### Exercise goal
Print the first line of the material below and each line after it, exactly as written, ending with the line that contains "g.font = font".

*** Begin section ***

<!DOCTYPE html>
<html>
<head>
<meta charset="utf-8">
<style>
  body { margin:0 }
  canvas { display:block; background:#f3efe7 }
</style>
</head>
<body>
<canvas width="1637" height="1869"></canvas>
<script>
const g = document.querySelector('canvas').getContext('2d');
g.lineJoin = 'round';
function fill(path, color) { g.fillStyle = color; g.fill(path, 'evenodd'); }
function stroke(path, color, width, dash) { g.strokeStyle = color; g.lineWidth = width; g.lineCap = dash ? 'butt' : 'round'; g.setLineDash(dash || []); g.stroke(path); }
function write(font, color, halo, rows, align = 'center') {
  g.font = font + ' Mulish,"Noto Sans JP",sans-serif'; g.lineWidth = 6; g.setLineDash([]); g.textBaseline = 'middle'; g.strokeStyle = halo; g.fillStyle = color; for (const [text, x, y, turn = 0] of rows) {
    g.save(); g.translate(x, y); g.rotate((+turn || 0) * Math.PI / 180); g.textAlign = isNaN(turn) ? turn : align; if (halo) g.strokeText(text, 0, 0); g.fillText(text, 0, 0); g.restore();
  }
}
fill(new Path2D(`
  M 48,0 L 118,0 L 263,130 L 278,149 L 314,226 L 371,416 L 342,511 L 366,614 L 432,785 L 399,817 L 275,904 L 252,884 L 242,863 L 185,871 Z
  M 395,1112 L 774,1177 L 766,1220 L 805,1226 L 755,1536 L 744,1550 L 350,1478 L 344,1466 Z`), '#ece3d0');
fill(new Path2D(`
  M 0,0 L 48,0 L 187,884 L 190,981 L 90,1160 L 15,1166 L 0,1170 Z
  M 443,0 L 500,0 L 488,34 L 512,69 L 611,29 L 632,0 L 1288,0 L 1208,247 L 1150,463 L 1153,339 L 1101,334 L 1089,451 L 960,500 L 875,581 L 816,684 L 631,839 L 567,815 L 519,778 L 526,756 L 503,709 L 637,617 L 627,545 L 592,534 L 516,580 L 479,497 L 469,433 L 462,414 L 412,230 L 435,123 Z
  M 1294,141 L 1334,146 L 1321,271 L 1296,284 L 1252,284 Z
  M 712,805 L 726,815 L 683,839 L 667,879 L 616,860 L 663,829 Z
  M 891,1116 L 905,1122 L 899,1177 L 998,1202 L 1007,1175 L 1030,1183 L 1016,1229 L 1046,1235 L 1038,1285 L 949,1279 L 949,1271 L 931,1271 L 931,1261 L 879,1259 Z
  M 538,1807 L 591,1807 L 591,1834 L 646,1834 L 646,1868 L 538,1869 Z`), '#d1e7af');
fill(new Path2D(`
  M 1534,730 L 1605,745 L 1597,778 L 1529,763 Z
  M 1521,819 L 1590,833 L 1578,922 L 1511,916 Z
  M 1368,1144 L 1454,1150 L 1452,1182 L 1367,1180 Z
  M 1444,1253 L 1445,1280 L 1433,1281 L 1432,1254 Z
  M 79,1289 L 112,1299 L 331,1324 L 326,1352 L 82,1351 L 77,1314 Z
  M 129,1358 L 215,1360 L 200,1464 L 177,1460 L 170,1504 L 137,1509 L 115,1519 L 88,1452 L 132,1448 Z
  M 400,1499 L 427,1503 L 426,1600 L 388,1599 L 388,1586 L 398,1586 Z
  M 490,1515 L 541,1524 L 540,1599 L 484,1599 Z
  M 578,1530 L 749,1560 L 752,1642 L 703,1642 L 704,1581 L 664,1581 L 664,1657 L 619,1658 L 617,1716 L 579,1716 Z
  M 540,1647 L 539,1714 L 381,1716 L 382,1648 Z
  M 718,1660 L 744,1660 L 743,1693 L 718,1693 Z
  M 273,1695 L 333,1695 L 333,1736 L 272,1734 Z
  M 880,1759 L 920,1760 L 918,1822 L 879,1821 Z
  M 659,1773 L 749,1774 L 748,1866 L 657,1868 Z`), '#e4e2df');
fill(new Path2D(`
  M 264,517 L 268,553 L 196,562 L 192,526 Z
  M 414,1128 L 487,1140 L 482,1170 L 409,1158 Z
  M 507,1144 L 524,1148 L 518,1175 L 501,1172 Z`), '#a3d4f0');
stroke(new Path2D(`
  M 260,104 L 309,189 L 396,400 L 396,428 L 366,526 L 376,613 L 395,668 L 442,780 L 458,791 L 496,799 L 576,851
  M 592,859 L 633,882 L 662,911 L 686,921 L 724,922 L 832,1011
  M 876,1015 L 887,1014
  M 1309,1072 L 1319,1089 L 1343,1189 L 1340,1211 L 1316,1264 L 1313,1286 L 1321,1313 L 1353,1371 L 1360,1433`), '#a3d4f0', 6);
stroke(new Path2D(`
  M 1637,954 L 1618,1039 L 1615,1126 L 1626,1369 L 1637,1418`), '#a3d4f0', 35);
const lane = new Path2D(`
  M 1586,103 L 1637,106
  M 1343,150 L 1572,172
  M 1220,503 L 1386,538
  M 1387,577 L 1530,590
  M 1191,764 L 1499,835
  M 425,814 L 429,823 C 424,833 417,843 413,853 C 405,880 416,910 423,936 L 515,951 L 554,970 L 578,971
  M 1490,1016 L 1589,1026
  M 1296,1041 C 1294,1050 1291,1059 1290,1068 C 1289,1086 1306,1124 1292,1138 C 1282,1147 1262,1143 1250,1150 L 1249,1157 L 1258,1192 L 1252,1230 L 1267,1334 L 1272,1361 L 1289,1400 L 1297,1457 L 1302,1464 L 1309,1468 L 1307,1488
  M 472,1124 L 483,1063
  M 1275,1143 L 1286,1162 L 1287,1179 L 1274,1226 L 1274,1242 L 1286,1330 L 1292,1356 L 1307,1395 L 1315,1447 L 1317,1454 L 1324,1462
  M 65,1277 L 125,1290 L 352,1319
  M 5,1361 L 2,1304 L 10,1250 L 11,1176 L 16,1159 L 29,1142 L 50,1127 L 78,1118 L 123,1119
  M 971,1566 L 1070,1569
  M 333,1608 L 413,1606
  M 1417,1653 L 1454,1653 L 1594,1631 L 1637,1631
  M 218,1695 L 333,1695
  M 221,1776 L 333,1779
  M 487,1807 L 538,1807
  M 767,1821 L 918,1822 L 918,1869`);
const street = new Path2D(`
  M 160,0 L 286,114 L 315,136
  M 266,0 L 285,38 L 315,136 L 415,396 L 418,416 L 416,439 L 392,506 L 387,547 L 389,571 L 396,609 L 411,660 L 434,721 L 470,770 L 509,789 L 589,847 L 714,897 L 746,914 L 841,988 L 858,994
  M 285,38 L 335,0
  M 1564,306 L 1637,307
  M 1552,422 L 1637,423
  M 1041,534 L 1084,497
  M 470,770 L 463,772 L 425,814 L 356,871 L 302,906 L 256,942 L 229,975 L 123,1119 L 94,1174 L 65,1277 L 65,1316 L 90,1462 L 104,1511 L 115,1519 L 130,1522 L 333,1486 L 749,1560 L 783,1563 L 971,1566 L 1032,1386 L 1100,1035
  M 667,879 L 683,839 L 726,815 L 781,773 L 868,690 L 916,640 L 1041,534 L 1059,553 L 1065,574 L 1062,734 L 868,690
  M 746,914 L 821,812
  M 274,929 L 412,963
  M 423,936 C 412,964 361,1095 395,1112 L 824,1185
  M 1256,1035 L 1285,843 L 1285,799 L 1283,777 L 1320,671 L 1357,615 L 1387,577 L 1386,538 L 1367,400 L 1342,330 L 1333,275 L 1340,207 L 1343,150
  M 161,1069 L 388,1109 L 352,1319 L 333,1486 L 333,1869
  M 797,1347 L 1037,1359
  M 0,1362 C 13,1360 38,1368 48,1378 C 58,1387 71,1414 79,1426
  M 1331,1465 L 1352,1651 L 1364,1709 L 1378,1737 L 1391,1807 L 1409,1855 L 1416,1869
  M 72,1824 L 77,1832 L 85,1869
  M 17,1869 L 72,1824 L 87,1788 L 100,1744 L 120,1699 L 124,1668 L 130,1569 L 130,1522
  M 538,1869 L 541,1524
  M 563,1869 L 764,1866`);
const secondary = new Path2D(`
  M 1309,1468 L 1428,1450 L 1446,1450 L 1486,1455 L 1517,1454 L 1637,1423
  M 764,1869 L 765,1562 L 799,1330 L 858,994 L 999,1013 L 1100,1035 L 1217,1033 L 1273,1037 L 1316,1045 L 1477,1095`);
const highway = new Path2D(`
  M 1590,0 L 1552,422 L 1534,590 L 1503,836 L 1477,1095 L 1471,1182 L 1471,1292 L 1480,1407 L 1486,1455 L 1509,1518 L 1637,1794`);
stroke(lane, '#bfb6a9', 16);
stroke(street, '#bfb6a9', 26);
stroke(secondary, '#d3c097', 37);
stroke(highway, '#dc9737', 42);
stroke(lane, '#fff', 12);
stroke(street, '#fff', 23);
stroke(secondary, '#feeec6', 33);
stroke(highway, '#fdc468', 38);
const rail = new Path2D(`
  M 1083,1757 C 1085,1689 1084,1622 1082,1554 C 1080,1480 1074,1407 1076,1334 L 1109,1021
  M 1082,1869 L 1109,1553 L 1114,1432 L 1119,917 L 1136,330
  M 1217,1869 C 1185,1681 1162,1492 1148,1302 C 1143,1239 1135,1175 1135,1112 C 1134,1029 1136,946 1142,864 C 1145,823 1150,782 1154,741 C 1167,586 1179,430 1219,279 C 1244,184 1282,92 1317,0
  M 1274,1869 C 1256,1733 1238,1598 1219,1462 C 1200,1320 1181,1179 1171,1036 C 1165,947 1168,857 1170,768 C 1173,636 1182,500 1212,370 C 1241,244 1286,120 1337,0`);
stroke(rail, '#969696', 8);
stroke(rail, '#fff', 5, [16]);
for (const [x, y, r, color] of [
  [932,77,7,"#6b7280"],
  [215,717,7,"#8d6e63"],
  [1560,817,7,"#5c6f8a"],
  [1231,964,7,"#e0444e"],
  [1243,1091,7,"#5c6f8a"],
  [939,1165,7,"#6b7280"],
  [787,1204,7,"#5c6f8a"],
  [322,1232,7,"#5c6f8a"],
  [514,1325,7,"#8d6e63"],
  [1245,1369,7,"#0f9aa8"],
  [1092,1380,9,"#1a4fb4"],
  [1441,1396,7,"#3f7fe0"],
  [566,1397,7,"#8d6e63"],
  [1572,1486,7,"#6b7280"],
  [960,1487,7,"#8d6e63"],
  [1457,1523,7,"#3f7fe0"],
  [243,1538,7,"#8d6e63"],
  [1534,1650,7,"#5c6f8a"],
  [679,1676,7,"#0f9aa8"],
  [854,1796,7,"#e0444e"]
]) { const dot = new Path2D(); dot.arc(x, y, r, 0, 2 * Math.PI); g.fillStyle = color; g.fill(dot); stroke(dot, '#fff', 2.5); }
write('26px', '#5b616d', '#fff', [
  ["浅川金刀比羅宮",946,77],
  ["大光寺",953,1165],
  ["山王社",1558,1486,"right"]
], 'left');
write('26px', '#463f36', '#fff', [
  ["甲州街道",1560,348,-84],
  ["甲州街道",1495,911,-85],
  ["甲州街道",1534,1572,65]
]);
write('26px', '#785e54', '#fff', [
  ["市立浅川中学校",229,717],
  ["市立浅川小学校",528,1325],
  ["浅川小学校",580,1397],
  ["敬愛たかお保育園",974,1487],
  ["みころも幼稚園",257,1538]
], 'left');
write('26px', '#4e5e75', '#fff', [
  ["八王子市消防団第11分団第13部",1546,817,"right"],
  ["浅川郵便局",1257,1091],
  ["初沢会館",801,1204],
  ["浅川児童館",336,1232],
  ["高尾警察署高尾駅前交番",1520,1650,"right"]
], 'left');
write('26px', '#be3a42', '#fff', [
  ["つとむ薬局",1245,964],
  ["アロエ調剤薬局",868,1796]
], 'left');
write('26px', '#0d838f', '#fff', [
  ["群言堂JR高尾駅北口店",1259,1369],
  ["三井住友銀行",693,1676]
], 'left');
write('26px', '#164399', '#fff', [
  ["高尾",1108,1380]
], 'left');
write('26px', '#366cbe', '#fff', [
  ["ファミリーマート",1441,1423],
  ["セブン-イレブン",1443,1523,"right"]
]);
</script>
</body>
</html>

*** End section ***

### Exercise response
<!DOCTYPE html>
<html>
<head>
<meta charset="utf-8">
<style>
  body { margin:0 }
  canvas { display:block; background:#f3efe7 }
</style>
</head>
<body>
<canvas width="1637" height="1869"></canvas>
<script>
const g = document.querySelector('canvas').getContext('2d');
g.lineJoin = 'round';
function fill(path, color) { g.fillStyle = color; g.fill(path, 'evenodd'); }
function stroke(path, color, width, dash) { g.strokeStyle = color; g.lineWidth = width; g.lineCap = dash ? 'butt' : 'round'; g.setLineDash(dash || []); g.stroke(path); }
function write(font, color, halo, rows, align = 'center') {
  g.font = font + ' Mulish,"Noto Sans JP",sans-serif'; g.lineWidth = 6; g.setLineDash([]); g.textBaseline = 'middle'; g.strokeStyle = halo; g.fillStyle = color; for (const [text, x, y, turn = 0] of rows) {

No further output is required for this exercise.